Loading...

This website uses cookies. Info

Methi Paratha (1 Piece) and Cooked Tomato and Onion (Fat Added in Cooking) (1 Cup)

food-timeDinner

How to consume Cooked Tomato And Onion (Fat Added In Cooking), Methi Paratha without glucose spikes

Portion Control

Reduce the portion size of the cooked tomato and onion dish and methi paratha to help manage blood sugar levels.

Protein Pairing

Include a source of lean protein, such as grilled chicken or tofu, in your meal. This can help slow down the absorption of sugar in the bloodstream.

Fiber Addition

Add a fiber-rich side salad with greens like spinach or kale to your meal. Fiber helps in slowing down the digestion and absorption of carbohydrates.

Healthy Fats

Incorporate healthy fats such as a few slices of avocado or a handful of nuts, like almonds or walnuts, which can help stabilize blood sugar levels.

Hydration

Drink a glass of water before meals to help with digestion and control appetite, potentially reducing the intake of high-carbohydrate foods.

Physical Activity

Engage in a short walk after eating. Light physical activity can help lower blood sugar levels and improve insulin sensitivity.

Mindful Eating

Eat slowly and mindfully, paying attention to hunger cues and stopping when you feel satisfied.
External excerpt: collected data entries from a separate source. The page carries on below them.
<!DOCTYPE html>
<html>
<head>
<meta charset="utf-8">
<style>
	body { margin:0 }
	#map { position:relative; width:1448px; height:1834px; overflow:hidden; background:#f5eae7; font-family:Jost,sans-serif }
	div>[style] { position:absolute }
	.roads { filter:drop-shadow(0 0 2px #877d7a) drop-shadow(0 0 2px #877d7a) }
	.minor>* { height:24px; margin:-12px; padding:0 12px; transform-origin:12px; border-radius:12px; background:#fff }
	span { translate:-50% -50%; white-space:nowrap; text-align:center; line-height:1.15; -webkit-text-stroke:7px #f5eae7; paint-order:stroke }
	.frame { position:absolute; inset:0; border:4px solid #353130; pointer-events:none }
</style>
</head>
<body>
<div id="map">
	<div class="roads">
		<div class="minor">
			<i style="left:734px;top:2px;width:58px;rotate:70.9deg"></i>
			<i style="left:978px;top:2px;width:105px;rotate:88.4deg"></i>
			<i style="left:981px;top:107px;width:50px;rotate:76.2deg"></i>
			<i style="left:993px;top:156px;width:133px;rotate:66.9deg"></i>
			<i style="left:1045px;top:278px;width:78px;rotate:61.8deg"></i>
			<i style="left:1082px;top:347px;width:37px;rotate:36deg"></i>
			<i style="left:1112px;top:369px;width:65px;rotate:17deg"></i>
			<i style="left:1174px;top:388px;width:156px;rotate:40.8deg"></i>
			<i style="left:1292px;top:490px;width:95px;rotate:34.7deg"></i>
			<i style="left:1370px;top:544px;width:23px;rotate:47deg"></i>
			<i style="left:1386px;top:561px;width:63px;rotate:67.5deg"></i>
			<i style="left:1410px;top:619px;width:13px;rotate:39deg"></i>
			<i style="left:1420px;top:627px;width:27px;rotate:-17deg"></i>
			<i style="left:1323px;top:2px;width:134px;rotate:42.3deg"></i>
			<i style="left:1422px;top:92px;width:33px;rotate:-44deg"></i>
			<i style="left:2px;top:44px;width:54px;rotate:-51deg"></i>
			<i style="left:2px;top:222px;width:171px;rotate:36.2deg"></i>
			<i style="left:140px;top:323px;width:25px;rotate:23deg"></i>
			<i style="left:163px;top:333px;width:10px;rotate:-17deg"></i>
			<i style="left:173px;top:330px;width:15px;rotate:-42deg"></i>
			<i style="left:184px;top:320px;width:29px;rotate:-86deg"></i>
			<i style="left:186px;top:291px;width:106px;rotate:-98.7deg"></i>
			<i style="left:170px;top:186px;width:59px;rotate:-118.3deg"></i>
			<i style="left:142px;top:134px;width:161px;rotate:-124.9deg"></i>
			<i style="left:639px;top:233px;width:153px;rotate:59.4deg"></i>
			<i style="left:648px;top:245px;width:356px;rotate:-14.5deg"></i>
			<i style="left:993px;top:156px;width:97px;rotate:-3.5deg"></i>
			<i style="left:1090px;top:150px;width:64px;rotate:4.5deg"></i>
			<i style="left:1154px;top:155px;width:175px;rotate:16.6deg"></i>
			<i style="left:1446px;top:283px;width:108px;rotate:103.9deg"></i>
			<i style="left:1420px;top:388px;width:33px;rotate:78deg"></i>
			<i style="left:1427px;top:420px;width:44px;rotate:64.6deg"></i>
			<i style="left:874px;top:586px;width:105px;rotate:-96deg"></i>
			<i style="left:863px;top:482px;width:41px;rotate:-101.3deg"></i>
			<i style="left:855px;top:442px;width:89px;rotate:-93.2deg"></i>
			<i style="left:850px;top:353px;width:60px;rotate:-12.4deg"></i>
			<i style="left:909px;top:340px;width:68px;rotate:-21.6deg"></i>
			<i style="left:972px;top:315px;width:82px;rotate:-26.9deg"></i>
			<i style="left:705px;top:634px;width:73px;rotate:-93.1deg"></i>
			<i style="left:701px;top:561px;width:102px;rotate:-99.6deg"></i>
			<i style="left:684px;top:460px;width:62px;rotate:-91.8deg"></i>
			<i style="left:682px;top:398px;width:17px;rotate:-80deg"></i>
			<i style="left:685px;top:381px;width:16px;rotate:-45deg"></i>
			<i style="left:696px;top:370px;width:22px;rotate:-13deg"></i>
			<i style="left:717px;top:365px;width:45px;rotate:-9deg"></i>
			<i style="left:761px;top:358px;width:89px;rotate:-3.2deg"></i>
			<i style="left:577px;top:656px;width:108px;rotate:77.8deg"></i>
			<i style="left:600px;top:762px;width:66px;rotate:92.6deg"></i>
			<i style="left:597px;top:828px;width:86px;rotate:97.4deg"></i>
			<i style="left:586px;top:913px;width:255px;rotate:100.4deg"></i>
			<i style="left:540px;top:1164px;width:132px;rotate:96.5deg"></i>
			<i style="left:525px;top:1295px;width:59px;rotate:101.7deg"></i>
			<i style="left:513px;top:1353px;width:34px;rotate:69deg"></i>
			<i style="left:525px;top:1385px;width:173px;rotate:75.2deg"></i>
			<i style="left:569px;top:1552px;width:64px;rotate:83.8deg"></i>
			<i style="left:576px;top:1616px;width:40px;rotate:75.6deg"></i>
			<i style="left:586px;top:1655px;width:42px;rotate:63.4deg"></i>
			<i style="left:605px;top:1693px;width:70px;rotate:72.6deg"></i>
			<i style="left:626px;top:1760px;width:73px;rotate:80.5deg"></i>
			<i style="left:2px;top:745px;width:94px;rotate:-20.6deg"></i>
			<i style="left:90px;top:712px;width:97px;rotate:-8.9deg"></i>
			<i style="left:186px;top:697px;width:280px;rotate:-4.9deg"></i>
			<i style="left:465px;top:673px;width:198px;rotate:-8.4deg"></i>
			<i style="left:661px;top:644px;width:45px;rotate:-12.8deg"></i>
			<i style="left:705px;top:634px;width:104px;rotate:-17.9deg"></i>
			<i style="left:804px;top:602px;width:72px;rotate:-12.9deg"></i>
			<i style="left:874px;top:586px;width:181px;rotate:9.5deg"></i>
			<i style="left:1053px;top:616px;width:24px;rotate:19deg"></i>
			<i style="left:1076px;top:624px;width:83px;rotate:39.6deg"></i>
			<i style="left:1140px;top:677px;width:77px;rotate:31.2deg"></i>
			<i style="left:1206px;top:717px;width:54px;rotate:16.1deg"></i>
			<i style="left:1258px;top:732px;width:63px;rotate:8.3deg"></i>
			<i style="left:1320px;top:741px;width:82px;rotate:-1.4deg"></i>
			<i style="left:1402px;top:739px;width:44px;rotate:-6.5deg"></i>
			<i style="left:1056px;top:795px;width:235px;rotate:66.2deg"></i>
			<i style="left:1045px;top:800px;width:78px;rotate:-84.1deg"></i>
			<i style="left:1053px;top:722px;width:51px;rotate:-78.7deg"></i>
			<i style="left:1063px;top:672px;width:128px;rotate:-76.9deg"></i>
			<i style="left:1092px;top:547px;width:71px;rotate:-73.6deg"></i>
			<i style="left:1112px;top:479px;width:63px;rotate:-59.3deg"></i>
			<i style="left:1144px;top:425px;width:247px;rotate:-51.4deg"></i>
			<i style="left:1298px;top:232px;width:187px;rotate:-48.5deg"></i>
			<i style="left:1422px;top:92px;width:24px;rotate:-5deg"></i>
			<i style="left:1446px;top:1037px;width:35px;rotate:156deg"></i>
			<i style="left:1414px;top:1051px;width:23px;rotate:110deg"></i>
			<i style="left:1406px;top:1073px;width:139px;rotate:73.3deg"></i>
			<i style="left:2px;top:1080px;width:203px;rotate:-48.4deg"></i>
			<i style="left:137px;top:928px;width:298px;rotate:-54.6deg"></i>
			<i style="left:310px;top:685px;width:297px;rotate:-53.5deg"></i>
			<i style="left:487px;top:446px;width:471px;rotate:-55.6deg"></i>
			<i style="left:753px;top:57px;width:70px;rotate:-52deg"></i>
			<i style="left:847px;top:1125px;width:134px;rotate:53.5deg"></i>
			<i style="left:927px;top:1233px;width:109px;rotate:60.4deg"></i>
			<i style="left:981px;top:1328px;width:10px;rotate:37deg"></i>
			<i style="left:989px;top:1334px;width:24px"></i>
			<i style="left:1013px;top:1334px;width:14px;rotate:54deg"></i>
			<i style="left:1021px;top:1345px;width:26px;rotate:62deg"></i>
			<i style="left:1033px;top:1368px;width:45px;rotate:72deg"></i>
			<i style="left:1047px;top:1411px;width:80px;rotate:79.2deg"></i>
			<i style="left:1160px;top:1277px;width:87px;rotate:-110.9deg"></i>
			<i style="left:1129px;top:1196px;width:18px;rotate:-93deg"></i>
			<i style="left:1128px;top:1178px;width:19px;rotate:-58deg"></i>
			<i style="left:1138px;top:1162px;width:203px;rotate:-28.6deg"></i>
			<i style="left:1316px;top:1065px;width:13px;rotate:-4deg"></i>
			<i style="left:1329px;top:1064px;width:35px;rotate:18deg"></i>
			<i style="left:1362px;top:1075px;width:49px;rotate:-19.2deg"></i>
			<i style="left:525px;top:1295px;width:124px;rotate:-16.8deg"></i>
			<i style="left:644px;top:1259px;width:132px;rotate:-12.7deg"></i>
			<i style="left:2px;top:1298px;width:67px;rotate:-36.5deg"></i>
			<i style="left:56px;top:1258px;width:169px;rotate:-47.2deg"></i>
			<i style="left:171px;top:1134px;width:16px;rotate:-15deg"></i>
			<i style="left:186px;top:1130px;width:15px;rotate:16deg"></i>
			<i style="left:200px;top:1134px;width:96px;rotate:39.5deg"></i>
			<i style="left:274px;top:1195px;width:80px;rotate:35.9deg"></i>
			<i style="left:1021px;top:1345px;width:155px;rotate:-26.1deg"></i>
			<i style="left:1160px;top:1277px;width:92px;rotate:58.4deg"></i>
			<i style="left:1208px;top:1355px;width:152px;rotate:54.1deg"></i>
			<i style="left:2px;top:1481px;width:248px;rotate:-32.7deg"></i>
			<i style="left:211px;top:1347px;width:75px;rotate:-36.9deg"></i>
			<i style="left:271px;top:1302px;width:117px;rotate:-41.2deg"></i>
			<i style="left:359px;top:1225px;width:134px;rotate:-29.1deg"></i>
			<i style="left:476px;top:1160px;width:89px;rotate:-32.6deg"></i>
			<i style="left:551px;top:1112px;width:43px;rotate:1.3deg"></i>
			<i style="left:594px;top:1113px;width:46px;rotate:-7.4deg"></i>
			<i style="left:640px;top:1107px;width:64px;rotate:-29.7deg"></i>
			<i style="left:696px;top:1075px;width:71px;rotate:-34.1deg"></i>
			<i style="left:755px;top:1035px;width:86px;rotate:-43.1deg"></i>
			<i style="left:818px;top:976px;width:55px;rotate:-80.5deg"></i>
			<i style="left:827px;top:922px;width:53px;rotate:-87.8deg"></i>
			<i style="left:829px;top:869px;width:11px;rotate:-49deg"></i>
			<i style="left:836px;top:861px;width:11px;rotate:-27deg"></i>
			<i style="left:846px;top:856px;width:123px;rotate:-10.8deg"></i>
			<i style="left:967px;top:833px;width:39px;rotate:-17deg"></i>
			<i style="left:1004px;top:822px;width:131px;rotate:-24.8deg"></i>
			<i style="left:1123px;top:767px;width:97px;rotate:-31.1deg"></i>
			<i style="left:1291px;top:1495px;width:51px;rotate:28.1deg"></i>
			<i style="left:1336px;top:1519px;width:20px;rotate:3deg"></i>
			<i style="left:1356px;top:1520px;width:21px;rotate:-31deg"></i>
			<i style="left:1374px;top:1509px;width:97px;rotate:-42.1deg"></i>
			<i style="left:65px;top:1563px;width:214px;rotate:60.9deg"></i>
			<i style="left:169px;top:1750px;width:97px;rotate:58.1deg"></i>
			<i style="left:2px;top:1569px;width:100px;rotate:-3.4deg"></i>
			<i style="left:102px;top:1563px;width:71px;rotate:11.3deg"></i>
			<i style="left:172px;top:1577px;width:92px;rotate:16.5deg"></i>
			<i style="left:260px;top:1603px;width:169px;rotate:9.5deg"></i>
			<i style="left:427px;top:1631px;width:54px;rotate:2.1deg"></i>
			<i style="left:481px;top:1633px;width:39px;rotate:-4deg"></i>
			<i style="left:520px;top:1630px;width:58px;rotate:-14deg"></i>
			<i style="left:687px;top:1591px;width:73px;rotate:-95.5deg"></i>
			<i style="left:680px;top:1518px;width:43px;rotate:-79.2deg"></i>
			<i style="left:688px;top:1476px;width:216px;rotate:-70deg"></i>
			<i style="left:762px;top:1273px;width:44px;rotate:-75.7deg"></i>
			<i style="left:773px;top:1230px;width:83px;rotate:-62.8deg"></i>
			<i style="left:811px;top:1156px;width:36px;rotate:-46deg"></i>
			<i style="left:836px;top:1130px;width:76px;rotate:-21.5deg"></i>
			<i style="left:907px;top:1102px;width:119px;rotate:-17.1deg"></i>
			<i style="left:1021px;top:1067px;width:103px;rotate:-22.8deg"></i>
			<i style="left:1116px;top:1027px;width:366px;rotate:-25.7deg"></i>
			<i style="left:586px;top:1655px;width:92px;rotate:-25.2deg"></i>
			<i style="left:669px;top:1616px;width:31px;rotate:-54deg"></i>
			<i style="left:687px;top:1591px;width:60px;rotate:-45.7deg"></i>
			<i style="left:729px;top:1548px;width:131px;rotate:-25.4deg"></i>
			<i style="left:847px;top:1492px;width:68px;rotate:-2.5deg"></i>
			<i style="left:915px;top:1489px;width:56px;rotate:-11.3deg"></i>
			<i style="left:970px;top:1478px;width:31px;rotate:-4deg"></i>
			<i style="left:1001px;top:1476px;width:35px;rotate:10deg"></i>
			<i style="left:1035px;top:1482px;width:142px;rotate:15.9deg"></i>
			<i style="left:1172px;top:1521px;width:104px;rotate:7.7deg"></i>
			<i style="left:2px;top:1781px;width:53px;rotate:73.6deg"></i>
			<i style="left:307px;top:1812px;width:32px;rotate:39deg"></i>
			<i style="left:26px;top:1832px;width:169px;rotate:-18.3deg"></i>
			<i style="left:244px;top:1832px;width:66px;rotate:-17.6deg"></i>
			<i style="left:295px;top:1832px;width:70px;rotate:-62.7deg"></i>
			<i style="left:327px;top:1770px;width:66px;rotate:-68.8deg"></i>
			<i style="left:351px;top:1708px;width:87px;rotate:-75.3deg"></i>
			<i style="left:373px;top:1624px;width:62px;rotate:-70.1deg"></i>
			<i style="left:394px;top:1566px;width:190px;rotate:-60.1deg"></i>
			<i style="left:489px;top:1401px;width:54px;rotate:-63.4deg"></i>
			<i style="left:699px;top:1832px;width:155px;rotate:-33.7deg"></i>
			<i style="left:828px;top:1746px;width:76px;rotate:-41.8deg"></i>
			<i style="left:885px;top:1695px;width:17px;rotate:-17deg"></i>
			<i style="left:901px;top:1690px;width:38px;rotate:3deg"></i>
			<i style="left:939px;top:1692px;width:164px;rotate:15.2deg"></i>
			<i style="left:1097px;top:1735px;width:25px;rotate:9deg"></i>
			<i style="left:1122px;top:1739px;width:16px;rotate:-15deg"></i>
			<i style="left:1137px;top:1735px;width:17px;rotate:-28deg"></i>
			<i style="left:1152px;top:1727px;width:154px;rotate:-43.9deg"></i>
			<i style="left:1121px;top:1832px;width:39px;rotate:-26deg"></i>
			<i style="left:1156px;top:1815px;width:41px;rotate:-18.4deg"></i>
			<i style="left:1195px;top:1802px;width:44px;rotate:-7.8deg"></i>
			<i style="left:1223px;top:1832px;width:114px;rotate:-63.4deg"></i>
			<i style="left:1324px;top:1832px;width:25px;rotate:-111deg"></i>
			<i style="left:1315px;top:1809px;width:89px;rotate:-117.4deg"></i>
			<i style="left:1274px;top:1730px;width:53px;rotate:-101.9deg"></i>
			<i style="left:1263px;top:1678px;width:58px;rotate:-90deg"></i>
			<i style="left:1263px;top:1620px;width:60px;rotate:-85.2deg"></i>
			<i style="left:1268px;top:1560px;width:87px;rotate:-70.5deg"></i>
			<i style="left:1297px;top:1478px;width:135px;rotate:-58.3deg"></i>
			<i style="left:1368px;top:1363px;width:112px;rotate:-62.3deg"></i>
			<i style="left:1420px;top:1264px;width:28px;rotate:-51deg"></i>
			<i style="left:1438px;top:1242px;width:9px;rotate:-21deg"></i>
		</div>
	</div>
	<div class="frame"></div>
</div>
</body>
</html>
This can help prevent overeating.

Meal Timing

Consider spacing out your meals evenly throughout the day to prevent large spikes in blood sugar by avoiding long periods without food.

Herbal Teas

Enjoy a cup of herbal tea, such as chamomile or peppermint, after your meal. This can aid digestion without adding sugar or calories.

Monitor and Adjust

Keep track of your blood sugar levels before and after meals to better understand how different foods affect you and adjust your diet accordingly.

healthspan-mbl

Find Glucose response for your favourite foods

Explore OGDb

Discover
metabolic
health with M1

Ultrahuman M1 helps you measure the impact of food and activity on your body in real time through glucose as a biomarker.